La question de Jean, les communautés pour lesquelles écrit Matthieu devaient se la poser : « Alors c’est tout ? » Ça change quoi, la venue du Christ ? Question actuelle : vingt siècles de christianisme et un monde toujours en proie à la violence ? Dieu n’a-t-il rien d’autre à nous donner ? À moins qu’il ne soit illusoire de chercher du côté de Dieu... Bref, Jésus, que ce soit pendant son passage parmi nous ou dans l’histoire que nous vivons, ne fait pas ce que nous attendrions ou voudrions.

Jean Baptiste a préparé le terrain pour la ve­nue du Messie et le voici en prison : tout a mal terminé et il se de­mande s’il ne s’est pas trompé. La foi, « l’endurance » et la « patience » du prophète sont mises à l’épreuve. Bref, Jean se prend à douter, ce qui nous récon­forte pour nos propres éclipses de foi. Le « plus grand parmi les hommes » est passé par la nuit de la foi : il est au bord de la chute à cause de la manière dont Jésus est messie (v. 6).

Pourtant c’est vers Jésus qu’il se tourne, c’est Jésus qu’il interroge : « Es-tu celui qui doit venir ? » Jean, le prophète de la conversion, doit lui aussi se con­vertir. Il avait annoncé un juge, il se trouve devant une sorte de thérapeute. Il avait annoncé la justice, il se retrouve injustement en prison.

Jean a donc failli perdre l’équilibre, en face de Jésus, de ce qu’il fait et dit. Va-t-on croire, oui ou non, qu’il est celui qui vient de la part de Dieu, qu’il est présence de Dieu lui-même ? Va-t-on se prononcer pour lui, se mettre « avec lui » et le suivre ?

Au lieu de prendre le pouvoir et de tout remettre en ordre, Jésus s’occupe des aveugles, des boiteux, des lépreux... Alors Jean se demande s’il est vraiment le Messie attendu. La réponse du Christ va-t-elle le satisfaire ?
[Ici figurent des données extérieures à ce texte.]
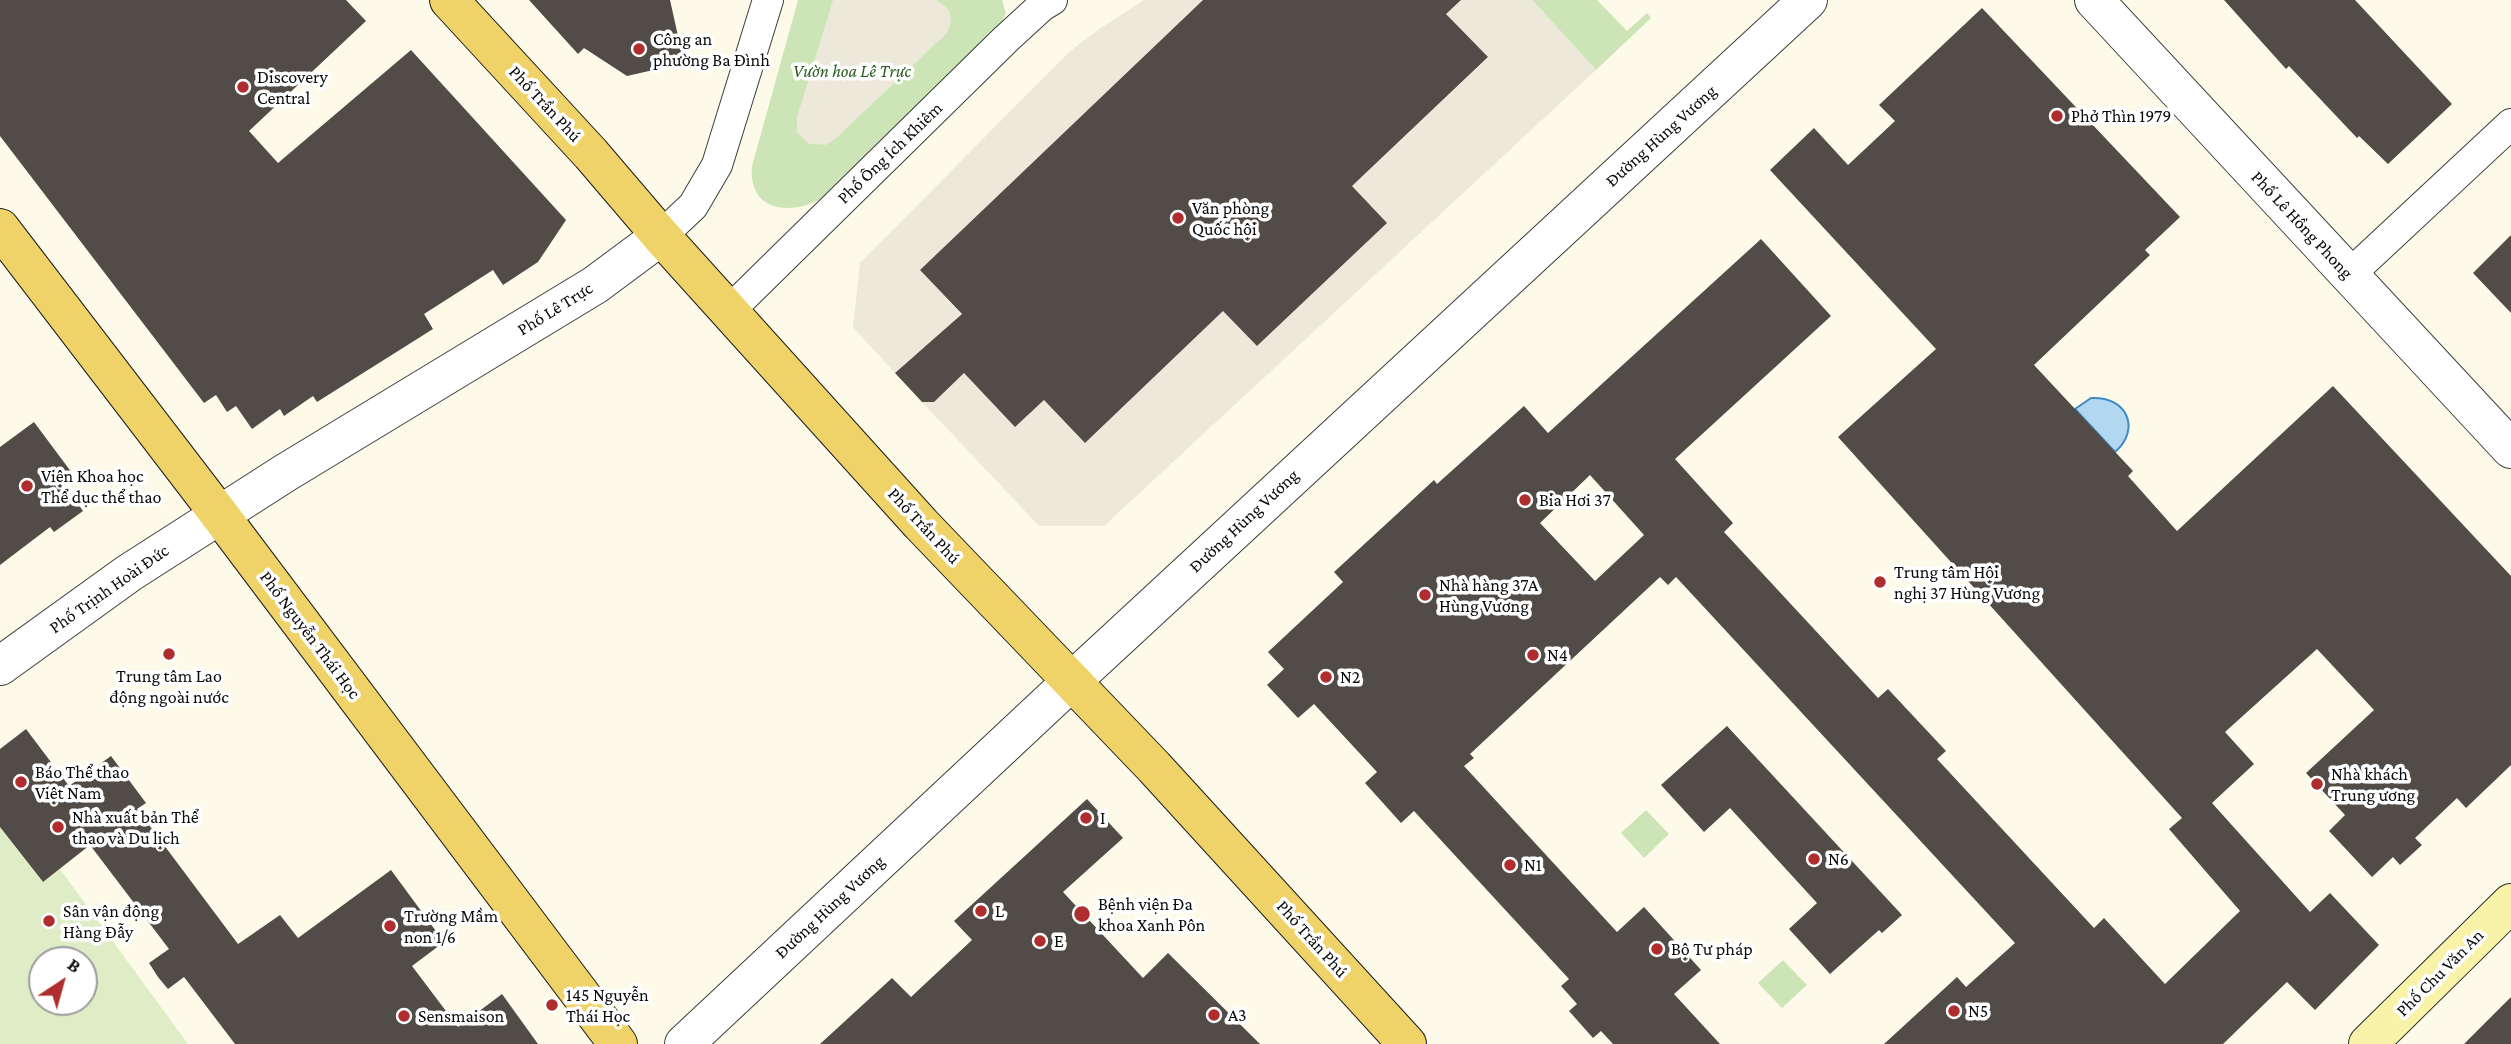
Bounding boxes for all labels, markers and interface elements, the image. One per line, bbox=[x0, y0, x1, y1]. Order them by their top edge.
place label: Công an phường Ba Đình bbox=[653, 28, 770, 70]
marker: Công an phường Ba Đình bbox=[631, 41, 647, 57]
park label: Vườn hoa Lê Trực bbox=[793, 60, 911, 82]
street label: Phố Trần Phú bbox=[504, 61, 586, 147]
place label: Discovery Central bbox=[257, 66, 328, 108]
marker: Discovery Central bbox=[235, 79, 251, 95]
street label: Đường Hùng Vương bbox=[1601, 80, 1721, 192]
street label: Phố Ông Ích Khiêm bbox=[833, 97, 947, 209]
place label: Phở Thìn 1979 bbox=[2071, 105, 2171, 127]
marker: Phở Thìn 1979 bbox=[2049, 108, 2065, 124]
street label: Phố Lê Hồng Phong bbox=[2246, 167, 2358, 283]
place label: Văn phòng Quốc hội bbox=[1192, 197, 1269, 240]
marker: Văn phòng Quốc hội bbox=[1170, 210, 1186, 226]
street label: Phố Lê Trực bbox=[513, 277, 597, 341]
place label: Viện Khoa học Thể dục thể thao bbox=[41, 465, 161, 508]
street label: Đường Hùng Vương bbox=[1185, 465, 1303, 577]
marker: Viện Khoa học Thể dục thể thao bbox=[19, 478, 35, 494]
street label: Phố Trần Phú bbox=[883, 483, 965, 569]
place label: Bia Hơi 37 bbox=[1539, 489, 1611, 511]
marker: Bia Hơi 37 bbox=[1517, 492, 1533, 508]
street label: Phố Trịnh Hoài Đức bbox=[45, 540, 173, 638]
place label: Trung tâm Hội nghị 37 Hùng Vương bbox=[1894, 561, 2040, 604]
street label: Phố Nguyễn Thái Học bbox=[255, 567, 365, 703]
place label: Nhà hàng 37A Hùng Vương bbox=[1439, 574, 1538, 616]
marker: Trung tâm Hội nghị 37 Hùng Vương bbox=[1872, 574, 1888, 590]
marker: Nhà hàng 37A Hùng Vương bbox=[1417, 587, 1433, 603]
place label: N4 bbox=[1547, 644, 1568, 666]
marker: Trung tâm Lao động ngoài nước bbox=[161, 646, 177, 662]
marker: N4 bbox=[1525, 647, 1541, 663]
place label: Trung tâm Lao động ngoài nước bbox=[109, 665, 229, 708]
place label: N2 bbox=[1340, 666, 1360, 688]
marker: N2 bbox=[1318, 669, 1334, 685]
place label: Báo Thể thao Việt Nam bbox=[35, 761, 129, 804]
place label: Nhà khách Trung ương bbox=[2331, 763, 2415, 806]
marker: Báo Thể thao Việt Nam bbox=[13, 774, 29, 790]
marker: Nhà khách Trung ương bbox=[2309, 776, 2325, 792]
place label: Nhà xuất bản Thể thao và Du lịch bbox=[72, 806, 199, 848]
place label: I bbox=[1100, 807, 1105, 829]
marker: I bbox=[1078, 810, 1094, 826]
marker: Nhà xuất bản Thể thao và Du lịch bbox=[50, 819, 66, 835]
place label: N6 bbox=[1828, 848, 1849, 870]
street label: Đường Hùng Vương bbox=[771, 851, 889, 963]
marker: N6 bbox=[1806, 851, 1822, 867]
place label: N1 bbox=[1524, 854, 1542, 876]
marker: N1 bbox=[1502, 857, 1518, 873]
place label: Bệnh viện Đa khoa Xanh Pôn bbox=[1098, 893, 1205, 936]
street label: Phố Trần Phú bbox=[1272, 896, 1352, 982]
place label: Sân vận động Hàng Đẫy bbox=[63, 900, 159, 942]
place label: L bbox=[995, 900, 1004, 922]
marker: L bbox=[973, 903, 989, 919]
marker: Bệnh viện Đa khoa Xanh Pôn bbox=[1072, 904, 1092, 924]
place label: Trường Mầm non 1/6 bbox=[404, 905, 498, 948]
marker: Sân vận động Hàng Đẫy bbox=[41, 913, 57, 929]
marker: Trường Mầm non 1/6 bbox=[382, 918, 398, 934]
street label: Phố Chu Văn An bbox=[2392, 925, 2488, 1021]
place label: E bbox=[1054, 930, 1064, 952]
marker: E bbox=[1032, 933, 1048, 949]
place label: Bộ Tư pháp bbox=[1671, 938, 1753, 960]
marker: Bộ Tư pháp bbox=[1649, 941, 1665, 957]
north arrow bbox=[28, 946, 98, 1016]
text: B bbox=[64, 953, 85, 977]
place label: 145 Nguyễn Thái Học bbox=[566, 984, 649, 1026]
marker: 145 Nguyễn Thái Học bbox=[544, 997, 560, 1013]
place label: N5 bbox=[1968, 1000, 1988, 1022]
marker: N5 bbox=[1946, 1003, 1962, 1019]
place label: A3 bbox=[1228, 1004, 1247, 1026]
place label: Sensmaison bbox=[418, 1005, 504, 1027]
marker: A3 bbox=[1206, 1007, 1222, 1023]
marker: Sensmaison bbox=[396, 1008, 412, 1024]

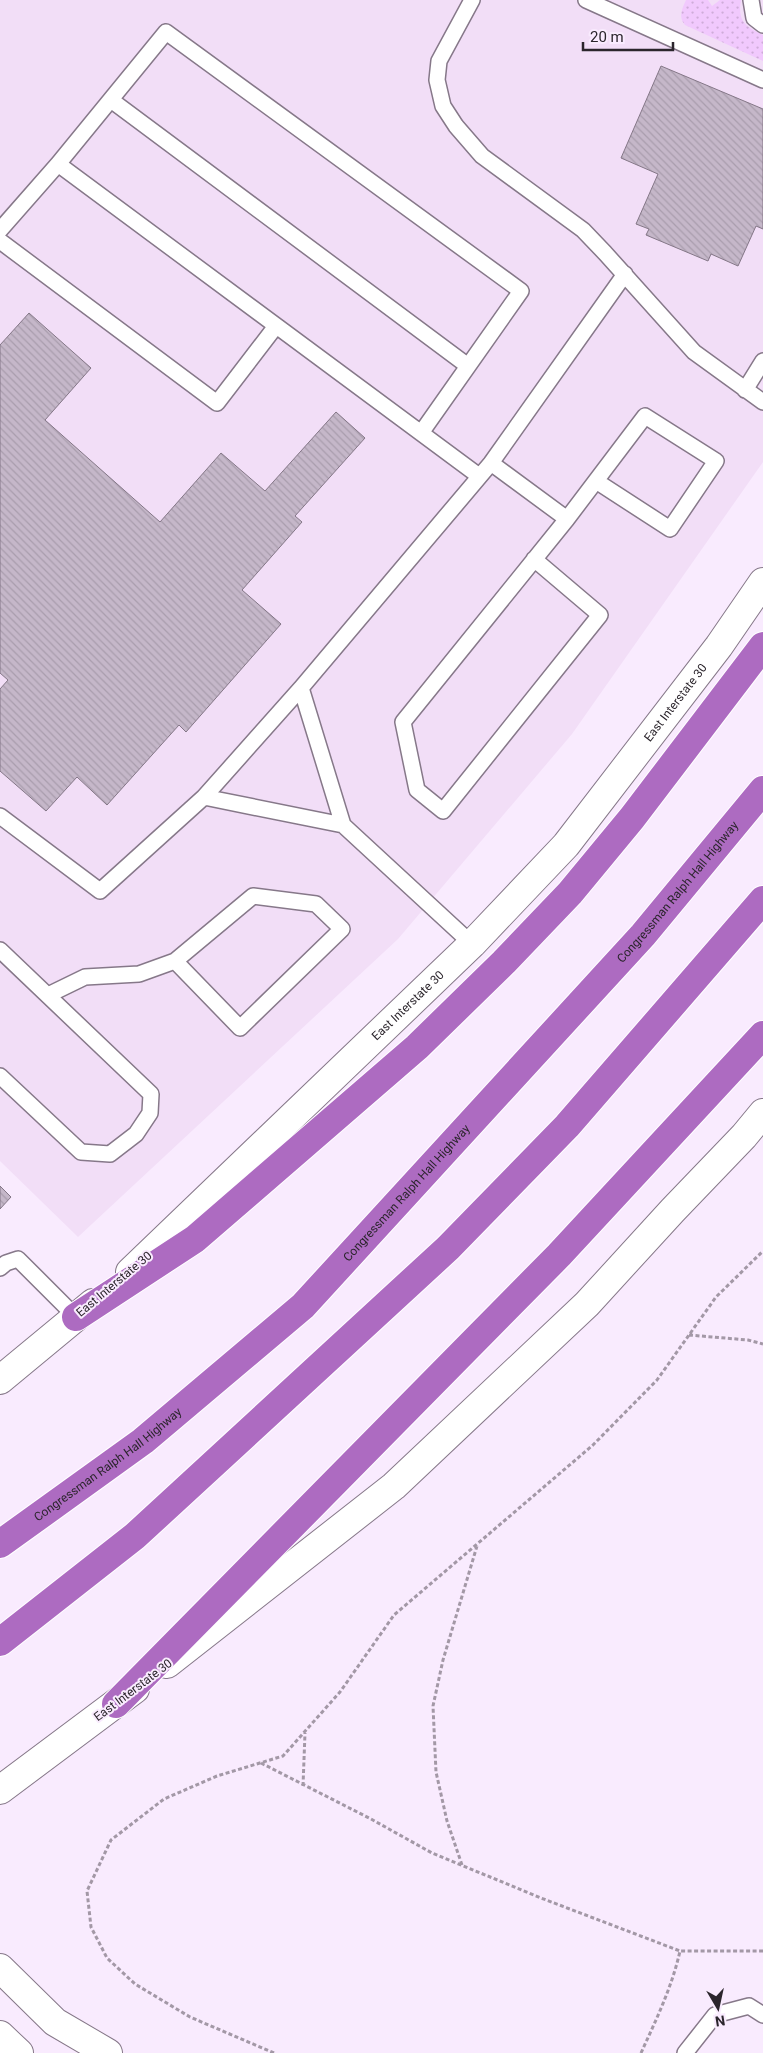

Jésus reprend presque terme à terme la prophétie d’Isaïe : les boiteux marchent, les aveugles voient… Il faut se rendre à l’évidence, si Dieu se venge, prend sa revanche, c’est bien qu’il a un ennemi. Cet ennemi, c’est ce qui fait du mal aux hommes. Ce qui va à l’encontre de son projet d’amour, donc contre lui-même. Dieu n’est contre aucun homme, il est pour tout homme (Mt 5, 44-45).

Aucun évangile n’a mis dans la bouche de Jean des paroles présentant Jésus comme théra­peute. Or, c’est comme cela que Jésus, lui, se présente. C’est l’image de Dieu qu’il donne en premier : un Dieu ennemi de ce qui fait mal à l’homme. Le Dieu de Jésus n’est pas d’accord pour nos souffrances. Aveugles, boi­teux, lépreux, sourds, ce sont dans la Bible, des « pauvres de Dieu » et c’est à eux qu’est annoncée une Bonne Nouvelle.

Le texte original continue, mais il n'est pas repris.